Shiny came back a few minutes later. His expression had changed. “If you ever steal from me again, I don’t care what Mr. Henry says, I’ll cut off all your little fingers and have you watch as I feed them to my snake, Thelma. Do you hear me?” I nodded vigorously. “We’re going to go and retrieve my coin now. If you try to escape or in any way double-cross me, I will spend every waking moment hunting you down. And when I find you, I’ll feed all of you to Thelma…while you are alive. Understood?”

I nodded even more vigorously, trying not to picture just how big that snake could be. And I failed miserably.

 

 

The fairgrounds hadn’t changed, but it still seemed different. It had nothing to do with the late hour because that was when I made the biggest part of my day’s earnings. My targets were tired parents with kids hyped up on too much sugar and too many impressions. Their brains were short-circuiting and overloading at the same time and parents were just shutting down. The wallets might not be brimming with cash anymore, but their owners were less vigilant.

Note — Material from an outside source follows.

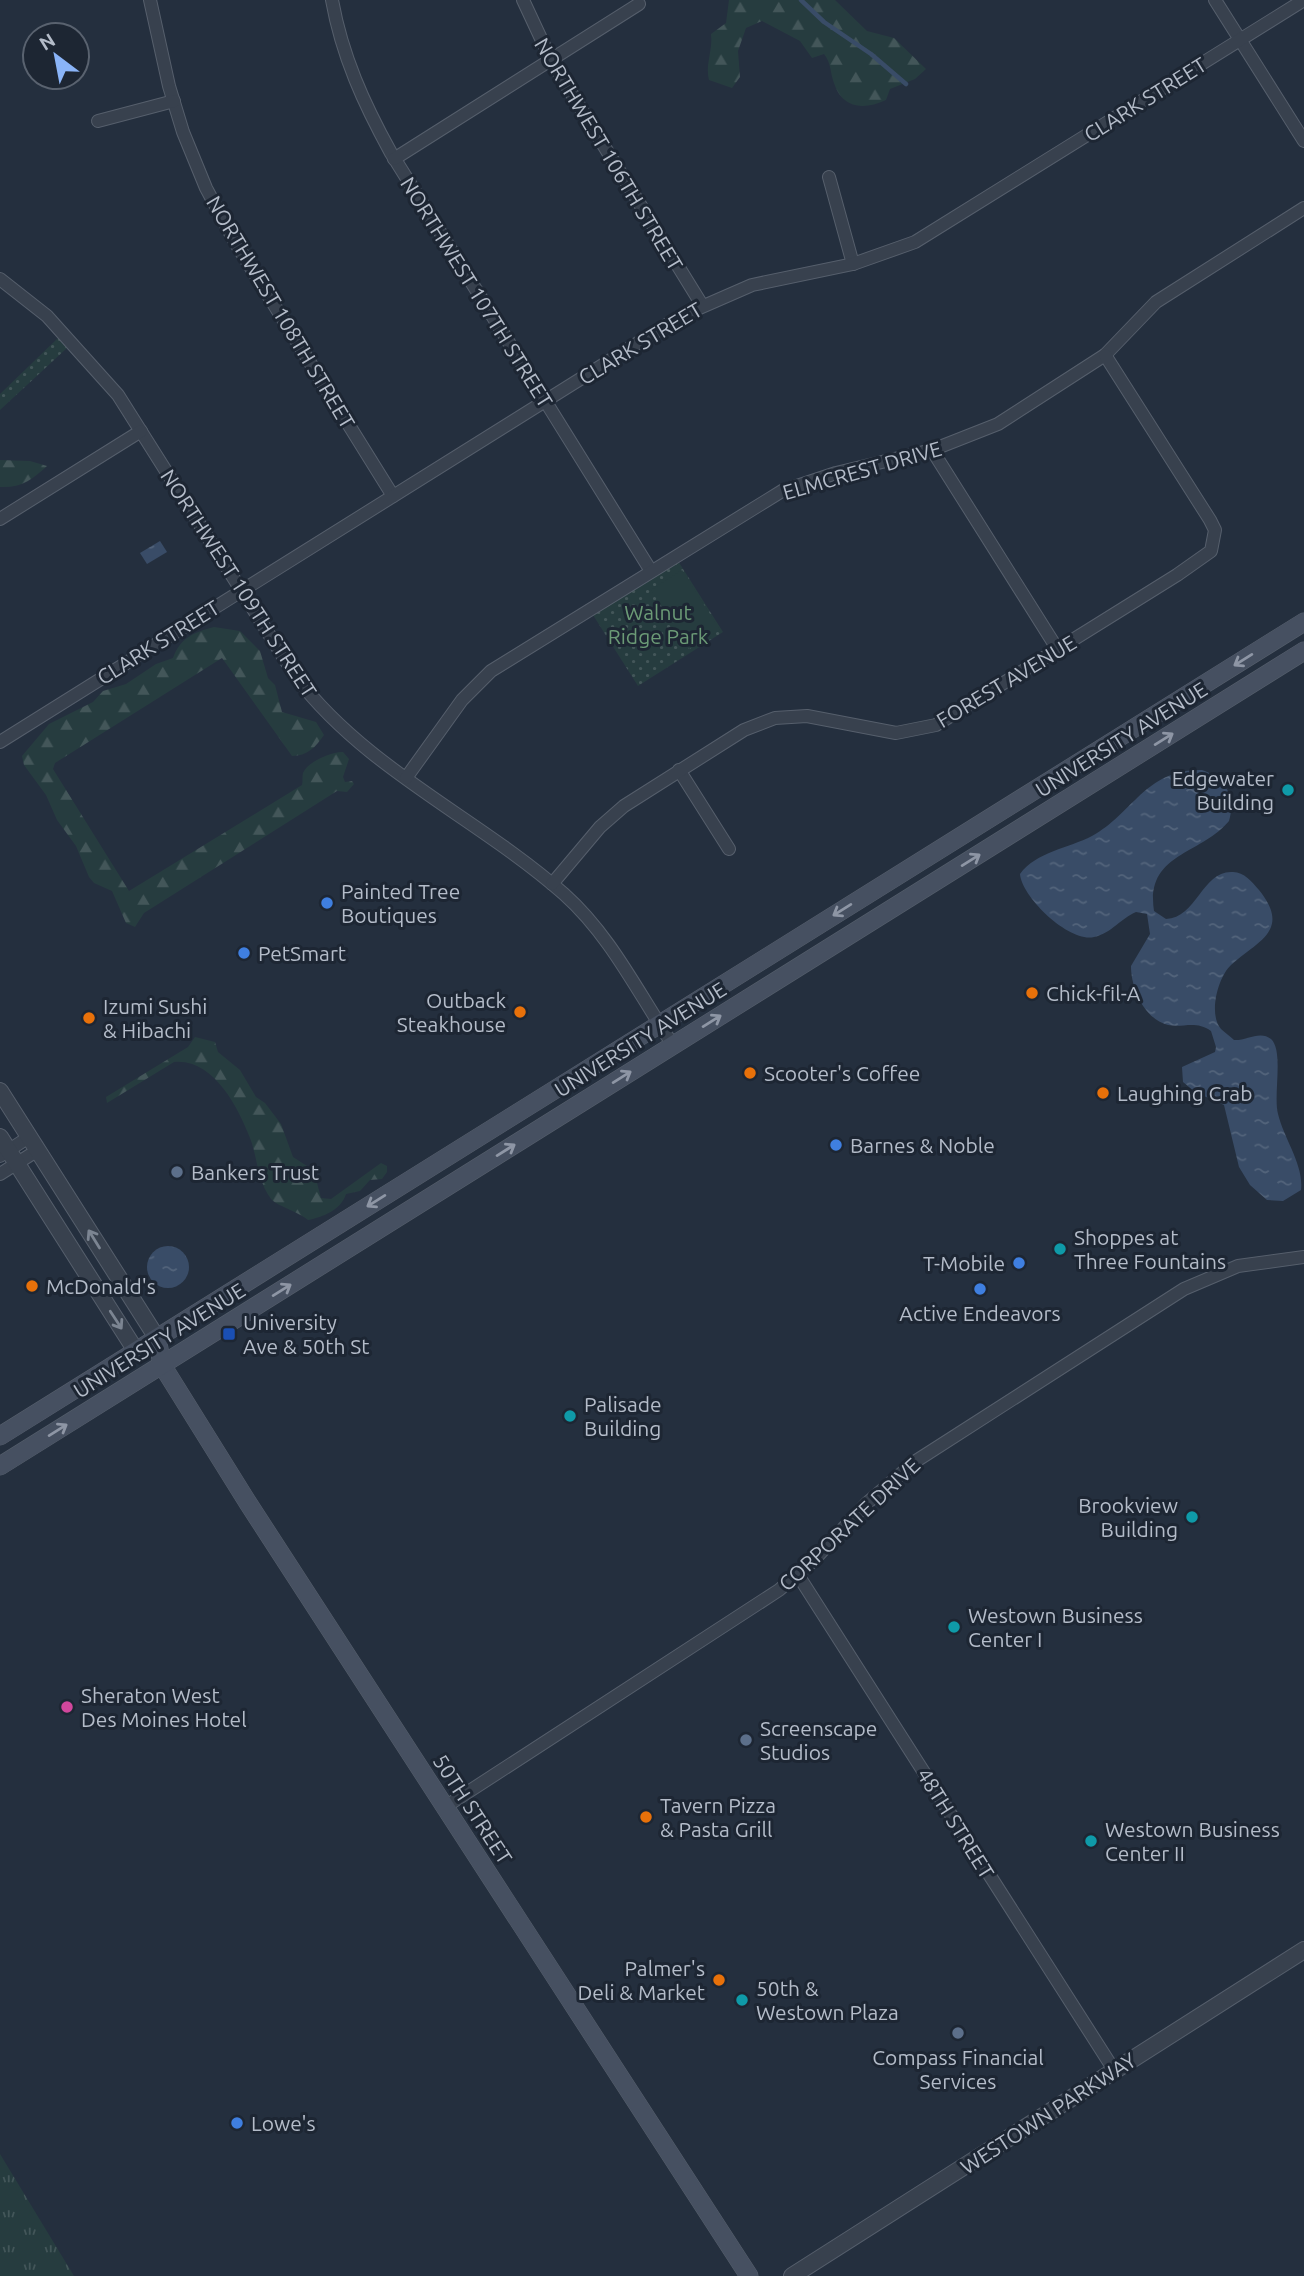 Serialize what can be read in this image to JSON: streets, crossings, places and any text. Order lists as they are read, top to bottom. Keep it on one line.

It was also a perfect time to scam them. The old I can’t find my dad, what if he forgot me here hysteria really got to people—and to my throat, which would be hurting for at least one day from all that screaming. I was very good at playing the lost kid because my dad really had forgotten me. And more than just once. At that hour of the day, I never knew whether he’d stumbled to a bar or talked up someone with access to beer, so my panic could either be very real that day without knowing it yet.

Sometimes he even ran into a card player and went along for a game. That was dangerous because he didn’t have the sense to see that the more he drank, the less he could play. He found courage and self-confidence at the bottom of a bottle, and it never occurred to him that since he couldn’t spot the sucker at the table, it meant that he was the sucker. He could lose a whole day’s worth of earnings in just a few hours, so I’d learned to keep some money in my shoes, since he would rummage through all my pockets.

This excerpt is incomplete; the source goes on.